BioGraphy
Anton KAUNAS
Anton Kaunas was born in Tarpučiai, Lithuania, on 4 March 1941. In 1949, at the age of 7, he was deported with his parents as being a kulak family. They were sent to a small village near Irkutsk. He and his brothers and sisters felt hungry as they went lifting frozen potatoes. To go to school they had to share one pair of shoes between two. When they got there, other children threw stones at them, sometimes calling them Fascists. His father worked as a joiner in the kolkhoz for a kilo of grain a month. But he died in 1951 and his mother could not work because she was ill. The children helped each other, his three brothers became tractor-drivers and he a lorry-driver. He began to go hunting, although at first it was illegal, his life improved. He remembers the first wolf he killed, before becoming one of the best wolf-hunters in the district. He said he loved the work, probably because of his hunger.

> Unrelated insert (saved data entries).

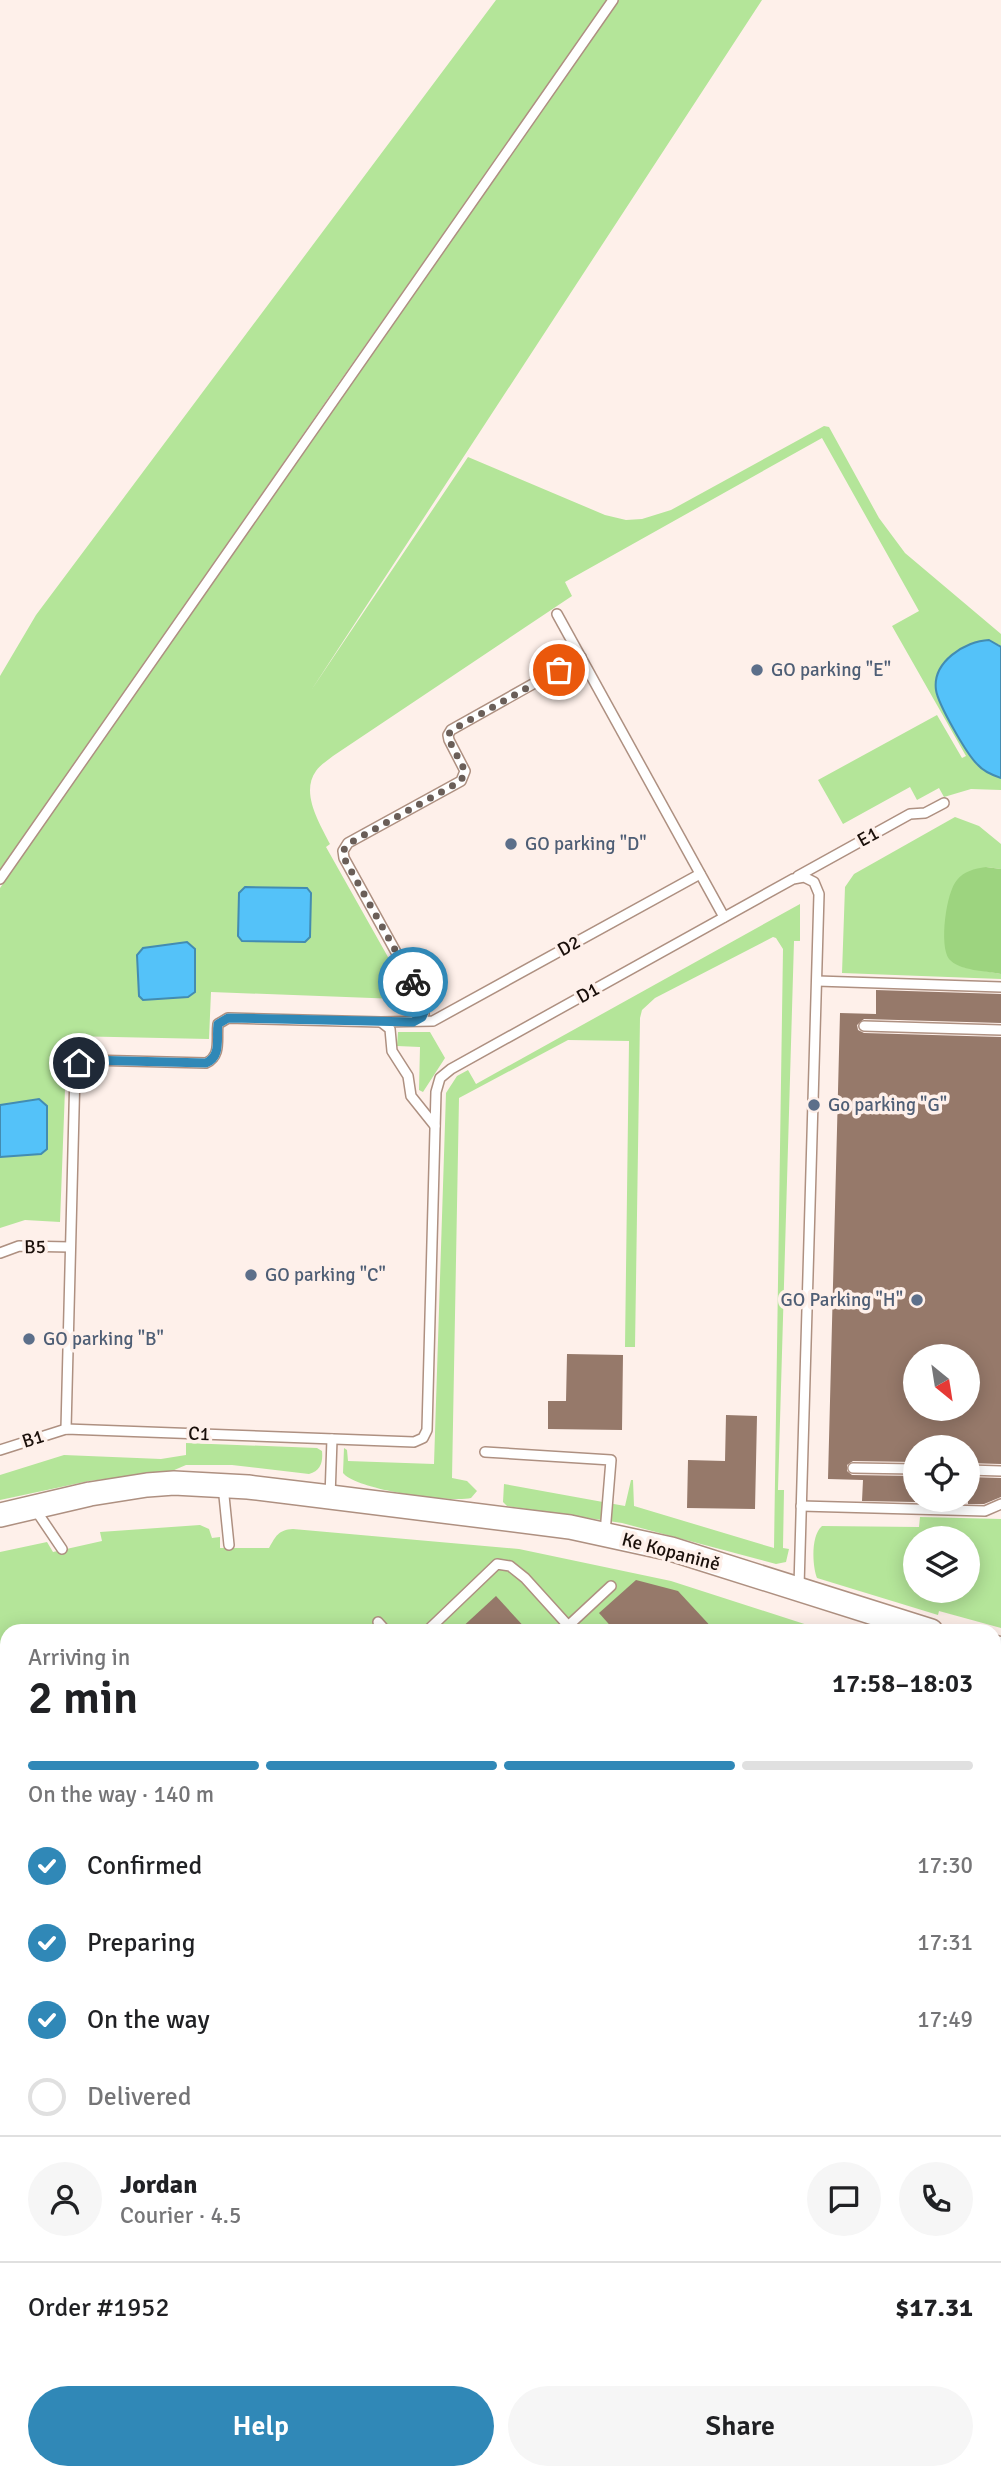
<!DOCTYPE html>
<html lang="en">
<head>
<meta charset="utf-8">
<style>
  body { margin:0; font-family:Signika,sans-serif; background:#f6f6f6; color:#202124; height:100vh; display:flex; flex-direction:column; font-size:26px; white-space:nowrap }
  * { box-sizing:border-box; margin:0 }
  p { font-size:23px; color:#757577 }
  .icon { flex:none; width:38px; height:38px; fill:none; stroke:currentColor; stroke-width:2; stroke-linecap:round; stroke-linejoin:round }
  .map { position:relative; flex:1; overflow:hidden }
  .sheet { position:absolute; left:0px; top:1624px; width:1001px; height:856px; display:flex; flex-direction:column; background:#fff; border-radius:21px 21px 0 0; box-shadow:0 4px 18px #0003 }
  .sheet>* { flex:none }
  .needle { width:46px; rotate:150deg }
  .tools { position:absolute; left:903px; top:1344px; display:grid; gap:14px }
  .tools a { display:grid; place-items:center; width:77px; height:77px; border-radius:50%; background:#fff; box-shadow:0 4px 18px #0003; font-size:35px }
  .pin { position:absolute; display:grid; place-items:center; width:60px; height:60px; color:#fff; margin:-30px; border:4px solid #fff; border-radius:50%; box-shadow:0 2px 7px #0007 }
  .courier { position:absolute; display:grid; place-items:center; width:70px; height:70px; margin:-35px; border:5px solid #3088b7; border-radius:50%; background:#fff; color:#222; box-shadow:0 2px 9px #0007 }
  .overview em { font-style:normal; font-weight:600 }
  .overview div { display:flex; flex-direction:column-reverse }
  .overview { display:flex; align-items:center; justify-content:space-between; height:119px; padding:0 28px }
  h1 { font-size:46px; font-weight:600; line-height:52px }
  .bar { display:grid; grid-template-columns:repeat(4,1fr); gap:10px 7px; align-content:center; height:84px; padding:0 28px }
  .bar i { height:9px; border-radius:5px; background:#e0e0e0 }
  .bar .selected { background:#3088b7 }
  .bar p { grid-column:span 4 }
  .line { display:flex; align-items:center; gap:18px; padding:0 28px; border-top:2px solid #e0e0e0 }
  .line div { flex:1 }
  .round { display:grid; place-items:center; flex:none; width:74px; height:74px; border-radius:37px; background:#f6f6f6 }
  ol { padding:0 28px; list-style:none }
  li { display:flex; align-items:center; gap:21px; height:77px }
  li p { margin-inline-start:auto }
  li .icon { padding:7px; border-radius:50%; background:#3088b7; color:#fff; stroke-width:4 }
  li:last-child { color:#757577 }
  li i { width:38px; height:38px; border:4px solid #e0e0e0; border-radius:50% }
  .action { display:flex; gap:14px; margin-top:auto; padding:14px 28px }
  .action a { flex:1; height:80px; border-radius:42px; background:#3088b7; color:#fff; font-size:28px; font-weight:600; line-height:80px; text-align:center }
  .action a+a { background:#f6f6f6; color:#202124 }
  .map>svg:first-child { display:block }
  .built { fill:#f0e0d7 }
  .green { fill:#b4e599; fill-rule:evenodd }
  .forest { fill:#9dd47f }
  .water { fill:#54c2f9; stroke:#438cb1; stroke-width:2 }
  .building { fill:#96796a; fill-rule:evenodd }
  .lines { fill:none; stroke-linecap:round; stroke-linejoin:round }
  .service-casing { stroke:#ae9081; stroke-width:12 }
  .tertiary-casing { stroke:#ae9081; stroke-width:26 }
  .service { stroke:#fff; stroke-width:9 }
  .tertiary { stroke:#fff; stroke-width:23 }
  .done { stroke:#6a5e58; stroke-width:7; stroke-dasharray:0 12.6 }
  .route { stroke:#3088b7; stroke-width:9 }
  .service-dot { fill:#5c6f8a; stroke:#fef0ea; stroke-width:2.5 }
  .labels { text-anchor:middle; dominant-baseline:central; stroke-width:7; stroke-linejoin:round; paint-order:stroke }
  .service-label { font-size:19px; fill:#4e5e75; stroke:#fef0ea; text-anchor:start }
  .street-label { font-size:19px; fill:#1a0f0a; stroke:#fef0ea }
</style>
</head>
<body>
<div class="map">
<svg width="1001" height="2479" viewBox="0 0 1001 2479">
  <rect width="100%" height="100%" fill="#fef0ea"/>
  <!-- built -->
  <g class="built">
    <polygon points="0,1726 7,1734 7,1927 0,1933"/>
    <polygon points="994,1986 1001,1993 1001,2446 994,2449"/>
  </g>
  <!-- green -->
  <g class="green">
    <polygon points="496,0 608,0 333,391 0,872 0,676 36,615"/>
    <path d="M619,0h143l-450,689 156,-232 137,58 21,5 16,-1 29,-9 153,-84 5,1 50,91 26,35 96,81v13l-3,-3 -59,56 32,58 6,7 24,13v12l-30,-1 -27,8 -5,-9 -22,12 -7,-13 -67,37 -25,-44 119,-65 25,43 4,-2 -74,-130 27,-15 -97,-173 -257,144 7,14 -239,160c-6,5 -13,9 -17,15 -16,22 4,53 14,73l-4,3 89,158v5l-3,3 -13,-1 -1,-13 -187,-7 -2,47 -142,-3 -7,186 -35,-2 -25,8v-71l41,-3 6,-5v-43l-8,-7 -39,6v-217z"/>
    <polygon points="955,817 979,826 1001,844 1001,869 986,867 963,967 1001,974 1001,979 842,973 845,887 854,874"/>
    <path d="M800,904v37h-6l-16,549h6l-1,58 6,1 -3,13 -10,2 -154,-41 -115,-17 -4,-4 1,-18 121,22 6,-26h2l1,26 140,42 9,-599 -7,-11 -3,-1 -118,61 -13,12 -2,8 -5,329h-10l4,-306 -61,-1 -109,58 -7,380 15,3 10,10 -6,7c-20,5 -115,-8 -128,-25l1,-25 3,2 1,11 86,3 12,-371 11,-17 11,-6 8,14z"/>
    <polygon points="398,1032 430,1032 445,1058 423,1092 419,1090 420,1047 397,1046"/>
    <path d="M186,1443l131,5 5,3c1,11 -1,20 -13,23l-77,-9h-46l-14,6 -83,10 -89,19v-25l64,-20 97,4 25,-4z"/>
    <path d="M920,1517l81,2v109l-62,-17 -1,4 -121,-37c-5,-13 -6,-43 5,-52l97,1zM915,1538h53v53h-53z"/>
    <path d="M200,1525l9,4 3,9 8,-1v11h49c7,-12 9,-18 24,-19l226,20 152,32 155,50h-819v103l-7,-8v-174l47,-10 6,10 49,-11 -2,-9z"/>
    <polygon points="994,1681 1001,1682 1001,1993 994,1986"/>
    <polygon points="7,1927 7,2043 0,2049 0,1933"/>
    <polygon points="576,2473 925,2473 931,2479 582,2479"/>
  </g>
  <!-- forest -->
  <path class="forest" d="M986,867l15,2v105c-14,-3 -42,-3 -52,-15 -10,-13 -3,-67 8,-79 7,-9 17,-11 29,-13z"/>
  <!-- water -->
  <g class="water">
    <path d="M989,640l12,7v131c-9,-3 -17,-6 -23,-13 -11,-10 -40,-61 -42,-75 -4,-28 29,-49 53,-50z"/>
    <polygon points="245,887 307,888 311,893 310,937 305,942 242,941 238,936 239,893"/>
    <polygon points="187,942 195,949 195,992 188,997 143,1000 139,996 137,955 143,948"/>
    <polygon points="39,1099 47,1106 47,1149 41,1154 0,1157 0,1105"/>
  </g>
  <!-- building -->
  <g class="building">
    <path d="M876,990l125,4v29l-137,-4 -7,6 1,5 6,3 137,4v427l-33,-1v-16h-53v15l-62,-1 -6,4v6l5,4 63,1v26l-53,-1 1,-21 -35,-1 12,-466 36,1zM915,1356h53v53h-53z"/>
    <polygon points="567,1354 623,1355 622,1430 548,1429 548,1401 566,1401"/>
    <polygon points="726,1415 757,1416 755,1509 687,1508 688,1460 725,1461"/>
    <polygon points="968,1477 1001,1478 1001,1497 984,1504 968,1504"/>
    <polygon points="636,1580 678,1591 715,1631 615,1631 599,1613"/>
    <polygon points="496,1596 528,1631 458,1631"/>
  </g>
  <g class="lines">
    <defs>
      <g id="service">
        <polyline points="557,614 724,917"/>
        <polyline points="798,876 910,814 925,813 944,803"/>
        <polyline points="0,879 613,0"/>
        <polyline points="817,981 1001,987"/>
        <polyline points="415,1021 424,1014 423,1001 344,858 343,851 348,843 461,781 465,771 449,740 448,735 451,730 581,657"/>
        <polyline points="381,1022 390,1029 392,1051 408,1076 411,1096 435,1126"/>
        <polyline points="864,1026 1001,1030"/>
        <polyline points="0,1253 19,1246 70,1247"/>
        <path d="M66,1429l9,-358 4,-8 9,-3 118,3c16,-7 10,-25 12,-39l10,-6 153,4 52,-1 267,-147"/>
        <polyline points="0,1450 66,1429 414,1442 423,1438 427,1430 436,1092 440,1078 451,1069 793,879 804,877 814,882 819,894 799,1586"/>
        <polyline points="485,1452 611,1460 605,1533"/>
        <polyline points="853,1468 915,1469"/>
        <polyline points="968,1470 1001,1471"/>
        <polyline points="223,1486 229,1545"/>
        <polyline points="330,1497 332,1439"/>
        <polyline points="801,1506 985,1511 1001,1504"/>
        <polyline points="35,1509 62,1549"/>
        <polyline points="378,1622 386,1631"/>
        <polyline points="568,1626 611,1586"/>
        <polyline points="427,1631 497,1564 510,1566 525,1578 573,1631"/>
        <polyline points="994,2058 1001,2065"/>
      </g>
      <g id="tertiary">
        <polyline points="0,1515 90,1494 147,1485 174,1483 248,1487 330,1497 570,1527 671,1549 931,1631"/>
        <polyline points="994,1647 1001,1649"/>
        <polyline points="0,2233 7,2239"/>
        <polyline points="274,2473 281,2479"/>
      </g>
    </defs>
    <!-- service casing -->
    <use href="#service" class="service-casing"/>
    <!-- tertiary casing -->
    <use href="#tertiary" class="tertiary-casing"/>
    <!-- service -->
    <use href="#service" class="service"/>
    <!-- tertiary -->
    <use href="#tertiary" class="tertiary"/>
  </g>
  <g class="lines">
    <!-- done -->
    <polyline class="done" points="413,982 344,858 343,851 348,844 461,781 465,771 449,740 448,735 452,730 559,670"/>
    <!-- route -->
    <path class="route" d="M79,1063l9,-3 118,3c16,-7 10,-25 12,-39l10,-6 185,4 9,-5 3,-7 -12,-28"/>
  </g>
  <!-- markers -->
  <g class="service-dot">
    <circle cx="757" cy="670" r="7"/>
    <circle cx="511" cy="844" r="7"/>
    <circle cx="814" cy="1105" r="7"/>
    <circle cx="251" cy="1275" r="7"/>
    <circle cx="917" cy="1300" r="7"/>
    <circle cx="29" cy="1339" r="7"/>
  </g>
  <g class="labels">
    <!-- service labels -->
    <g class="service-label">
      <text x="771" y="670">GO parking "E"</text>
      <text x="525" y="844">GO parking "D"</text>
      <text x="828" y="1105">Go parking "G"</text>
      <text x="265" y="1275">GO parking "C"</text>
      <text x="903" y="1300" text-anchor="end">GO Parking "H"</text>
      <text x="43" y="1339">GO parking "B"</text>
    </g>
    <!-- street labels -->
    <g class="street-label">
      <text transform="translate(868 837) rotate(-29)">E1</text>
      <text transform="translate(569 946) rotate(-29)">D2</text>
      <text transform="translate(588 993) rotate(-29)">D1</text>
      <text transform="translate(35 1247) rotate(-1)">B5</text>
      <text transform="translate(199 1434) rotate(2)">C1</text>
      <text transform="translate(33 1439) rotate(-18)">B1</text>
      <text transform="translate(671 1552) rotate(15)">Ke Kopanině</text>
    </g>
  </g>
</svg>
<div class="tools">
<a><svg class="needle" viewBox="-14 -14 28 28"><path d="M0-13l5 13h-10z" fill="#e53935"/><path d="M0 13l5-13h-10z" fill="#757577"/></svg></a>
<a><svg class="icon" aria-label="locate" viewBox="0 0 24 24"><circle cx="12" cy="12" r="6"/><path d="M12 2v4M12 18v4M2 12h4M18 12h4"/></svg></a>
<a><svg class="icon" aria-label="layers" viewBox="0 0 24 24"><path d="M12 4l9 5-9 5-9-5zM3 14l9 5 9-5"/></svg></a>
</div>
<div class="pin" style="left:559px;top:670px;background:#ea580c"><svg class="icon" aria-label="bag" viewBox="0 0 24 24"><path d="M5 8h14l-1 12H6zM9 8a3 3 0 0 1 6 0"/></svg></div>
<div class="pin" style="left:79px;top:1063px;background:#1f2937"><svg class="icon" aria-label="home" viewBox="0 0 24 24"><path d="M3 11l9-7 9 7M6 9v11h12V9"/></svg></div>
<div class="courier" style="left:413px;top:982px"><svg class="icon" aria-label="bike" viewBox="0 0 24 24"><circle cx="6" cy="16" r="4"/><circle cx="18" cy="16" r="4"/><path d="M6 16l4-8h5l3 8M10 8l3 8H6M13 5h3"/></svg></div>
<section class="sheet">
<div class="overview"><div><h1>2 min</h1><p>Arriving in</p></div><em>17:58–18:03</em></div>
<div class="bar"><i class="selected"></i><i class="selected"></i><i class="selected"></i><i></i><p>On the way · 140 m</p></div>
<ol>
<li><svg class="icon" aria-label="check" viewBox="0 0 24 24"><path d="M5 12l5 5 9-10"/></svg>Confirmed<p>17:30</p></li>
<li><svg class="icon" aria-label="check" viewBox="0 0 24 24"><path d="M5 12l5 5 9-10"/></svg>Preparing<p>17:31</p></li>
<li><svg class="icon" aria-label="check" viewBox="0 0 24 24"><path d="M5 12l5 5 9-10"/></svg>On the way<p>17:49</p></li>
<li><i></i>Delivered</li>
</ol>
<div class="line" style="height:126px"><a class="round"><svg class="icon" aria-label="person" viewBox="0 0 24 24"><circle cx="12" cy="8" r="4"/><path d="M4 21q1-7 8-7t8 7"/></svg></a><div><b>Jordan</b><p>Courier · 4.5</p></div><a class="round"><svg class="icon" aria-label="chat" viewBox="0 0 24 24"><path d="M4 5h16v11H9l-5 4z"/></svg></a><a class="round"><svg class="icon" aria-label="phone" viewBox="0 0 24 24"><path d="M5 4h4l2 5-3 2q2 4 5 5l2-3 5 2v4C11 20 4 13 5 4z"/></svg></a></div>
<div class="line" style="height:91px"><div>Order #1952</div><b>$17.31</b></div>
<div class="action"><a>Help</a><a>Share</a></div>
</section>
</div>
</body>
</html>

In 1961, he entered the army for three years, and served in Kazakhstan and then on the Virgin Lands Campaign until 1964.
When he was released, he did not want to go back, whereas his elder brother, sisters and mother went back, later, in about 1983. He often goes on holiday to Lithuania but his life is here in Siberia.
The interview with Anton Kaunas was conducted in 2010 by Emilia Koustova and Larissa Salakhova.